This lab on Subset Selection is a Python adaptation of p. 244-247 of "Introduction to Statistical Learning with Applications in R" by Gareth James, Daniela Witten, Trevor Hastie and Robert Tibshirani. Adapted by R. Jordan Crouser at Smith College for SDS293: Machine Learning (Spring 2016).

Want to follow along on your own machine? Download the .py or Jupyter Notebook version.

%matplotlib inline
import pandas as pd
import numpy as np
import itertools
import time
import statsmodels.api as sm
import matplotlib.pyplot as plt

6.5.1 Best Subset Selection

Here we apply the best subset selection approach to the Hitters data. We wish to predict a baseball player’s Salary on the basis of various statistics associated with performance in the previous year. Let's take a quick look:

hitters_df = pd.read_csv('Hitters.csv')
hitters_df.head()

First of all, we note that the Salary variable is missing for some of the players. The isnull() function can be used to identify the missing observations. It returns a vector of the same length as the input vector, with a TRUE value for any elements that are missing, and a FALSE value for non-missing elements. The sum() function can then be used to count all of the missing elements:

print("Number of null values:", hitters_df["Salary"].isnull().sum())

We see that Salary is missing for 59 players. The dropna() function removes all of the rows that have missing values in any variable:

# Print the dimensions of the original Hitters data (322 rows x 20 columns)
print("Dimensions of original data:", hitters_df.shape)

# Drop any rows the contain missing values, along with the player names
hitters_df_clean = hitters_df.dropna().drop('Player', axis=1)

# Print the dimensions of the modified Hitters data (263 rows x 20 columns)
print("Dimensions of modified data:", hitters_df_clean.shape)

# One last check: should return 0
print("Number of null values:", hitters_df_clean["Salary"].isnull().sum())

Some of our predictors are categorical, so we'll want to clean those up as well. We'll ask pandas to generate dummy variables for them, separate out the response variable, and stick everything back together again:

dummies = pd.get_dummies(hitters_df_clean[['League', 'Division', 'NewLeague']])

y = hitters_df_clean.Salary

# Drop the column with the independent variable (Salary), and columns for which we created dummy variables
X_ = hitters_df_clean.drop(['Salary', 'League', 'Division', 'NewLeague'], axis=1).astype('float64')

# Define the feature set X.
X = pd.concat([X_, dummies[['League_N', 'Division_W', 'NewLeague_N']]], axis=1)

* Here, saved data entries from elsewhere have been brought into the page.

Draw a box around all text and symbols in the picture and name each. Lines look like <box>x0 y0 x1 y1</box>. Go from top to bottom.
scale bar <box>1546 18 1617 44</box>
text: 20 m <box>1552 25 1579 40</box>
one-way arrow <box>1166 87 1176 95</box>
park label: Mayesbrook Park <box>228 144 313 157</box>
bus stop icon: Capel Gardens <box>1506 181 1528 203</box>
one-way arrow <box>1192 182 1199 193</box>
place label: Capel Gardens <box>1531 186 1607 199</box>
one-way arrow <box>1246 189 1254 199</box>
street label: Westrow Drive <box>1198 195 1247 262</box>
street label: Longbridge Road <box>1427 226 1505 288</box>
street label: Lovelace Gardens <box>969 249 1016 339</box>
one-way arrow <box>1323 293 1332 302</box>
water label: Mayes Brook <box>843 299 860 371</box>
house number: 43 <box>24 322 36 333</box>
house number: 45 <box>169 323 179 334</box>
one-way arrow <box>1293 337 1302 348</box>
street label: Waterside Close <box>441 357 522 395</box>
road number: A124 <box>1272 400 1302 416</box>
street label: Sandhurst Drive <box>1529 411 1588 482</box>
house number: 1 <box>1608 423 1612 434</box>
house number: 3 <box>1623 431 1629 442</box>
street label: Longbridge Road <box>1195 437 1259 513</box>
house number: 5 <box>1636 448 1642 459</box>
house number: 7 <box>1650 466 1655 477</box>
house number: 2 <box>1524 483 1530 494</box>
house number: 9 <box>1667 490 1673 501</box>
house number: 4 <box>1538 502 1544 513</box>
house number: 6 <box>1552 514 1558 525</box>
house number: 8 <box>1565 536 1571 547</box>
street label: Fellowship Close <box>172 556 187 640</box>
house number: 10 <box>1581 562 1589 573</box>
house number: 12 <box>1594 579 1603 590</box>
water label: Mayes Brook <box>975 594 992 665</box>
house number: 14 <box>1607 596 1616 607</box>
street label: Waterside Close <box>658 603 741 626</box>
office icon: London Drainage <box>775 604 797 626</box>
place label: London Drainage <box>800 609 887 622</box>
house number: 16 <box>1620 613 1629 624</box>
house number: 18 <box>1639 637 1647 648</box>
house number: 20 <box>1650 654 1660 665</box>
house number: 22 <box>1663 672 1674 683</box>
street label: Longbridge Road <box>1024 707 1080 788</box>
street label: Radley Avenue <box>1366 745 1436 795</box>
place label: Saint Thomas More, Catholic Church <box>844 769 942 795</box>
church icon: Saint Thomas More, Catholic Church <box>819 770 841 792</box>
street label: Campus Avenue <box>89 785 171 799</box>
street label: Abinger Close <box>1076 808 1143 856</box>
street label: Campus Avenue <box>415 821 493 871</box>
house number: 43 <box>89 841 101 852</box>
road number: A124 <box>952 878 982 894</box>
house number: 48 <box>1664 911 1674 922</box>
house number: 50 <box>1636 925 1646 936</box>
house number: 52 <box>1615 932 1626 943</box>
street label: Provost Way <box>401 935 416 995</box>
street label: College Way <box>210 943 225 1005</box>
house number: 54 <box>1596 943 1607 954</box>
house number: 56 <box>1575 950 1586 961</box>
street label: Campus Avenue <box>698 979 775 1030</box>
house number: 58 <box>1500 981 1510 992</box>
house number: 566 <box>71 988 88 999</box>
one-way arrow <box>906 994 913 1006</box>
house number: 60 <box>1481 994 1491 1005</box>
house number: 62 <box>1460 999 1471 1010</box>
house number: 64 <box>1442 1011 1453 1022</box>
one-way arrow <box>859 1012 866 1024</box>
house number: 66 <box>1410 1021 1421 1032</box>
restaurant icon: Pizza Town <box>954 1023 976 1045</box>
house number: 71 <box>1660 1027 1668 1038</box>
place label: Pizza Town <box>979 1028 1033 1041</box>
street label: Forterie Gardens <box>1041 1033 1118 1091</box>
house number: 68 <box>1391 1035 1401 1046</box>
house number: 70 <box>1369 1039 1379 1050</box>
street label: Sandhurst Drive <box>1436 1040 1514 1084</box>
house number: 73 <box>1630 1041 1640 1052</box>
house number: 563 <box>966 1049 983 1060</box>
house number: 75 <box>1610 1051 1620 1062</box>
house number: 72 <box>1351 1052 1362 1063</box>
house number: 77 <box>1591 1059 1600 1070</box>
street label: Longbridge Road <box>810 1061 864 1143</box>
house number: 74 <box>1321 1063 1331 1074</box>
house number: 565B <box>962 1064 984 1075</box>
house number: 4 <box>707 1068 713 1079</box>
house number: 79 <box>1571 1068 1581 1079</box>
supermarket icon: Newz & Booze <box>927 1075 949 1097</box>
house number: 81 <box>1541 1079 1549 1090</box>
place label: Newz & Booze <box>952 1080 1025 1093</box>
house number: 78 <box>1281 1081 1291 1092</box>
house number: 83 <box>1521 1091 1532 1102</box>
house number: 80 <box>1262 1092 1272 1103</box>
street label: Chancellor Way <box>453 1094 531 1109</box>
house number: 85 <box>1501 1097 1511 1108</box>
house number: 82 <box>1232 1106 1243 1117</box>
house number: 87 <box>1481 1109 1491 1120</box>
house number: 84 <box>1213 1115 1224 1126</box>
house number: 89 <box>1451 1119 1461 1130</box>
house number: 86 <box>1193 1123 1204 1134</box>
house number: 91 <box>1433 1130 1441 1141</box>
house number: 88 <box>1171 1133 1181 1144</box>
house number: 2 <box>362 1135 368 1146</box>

We can perform best subset selection by identifying the best model that contains a given number of predictors, where best is quantified using RSS. We'll define a helper function to outputs the best set of variables for each model size:

def processSubset(feature_set):
    # Fit model on feature_set and calculate RSS
    model = sm.OLS(y,X[list(feature_set)])
    regr = model.fit()
    RSS = ((regr.predict(X[list(feature_set)]) - y) ** 2).sum()
    return {"model":regr, "RSS":RSS}
def getBest(k):
    
    tic = time.time()
    
    results = []
    
    for combo in itertools.combinations(X.columns, k):
        results.append(processSubset(combo))
    
    # Wrap everything up in a nice dataframe
    models = pd.DataFrame(results)
    
    # Choose the model with the highest RSS
    best_model = models.loc[models['RSS'].argmin()]
    
    toc = time.time()
    print("Processed", models.shape[0], "models on", k, "predictors in", (toc-tic), "seconds.")
    
    # Return the best model, along with some other useful information about the model
    return best_model

This returns a DataFrame containing the best model that we generated, along with some extra information about the model. Now we want to call that function for each number of predictors $k$:

# Could take quite awhile to complete...

models_best = pd.DataFrame(columns=["RSS", "model"])

tic = time.time()
for i in range(1,8):
    models_best.loc[i] = getBest(i)

toc = time.time()
print("Total elapsed time:", (toc-tic), "seconds.")

Now we have one big DataFrame that contains the best models we've generated along with their RSS:

models_best

If we want to access the details of each model, no problem! We can get a full rundown of a single model using the summary() function:

print(models_best.loc[2, "model"].summary())

This output indicates that the best two-variable model contains only Hits and CRBI. To save time, we only generated results up to the best 7-variable model. You can use the functions we defined above to explore as many variables as are desired.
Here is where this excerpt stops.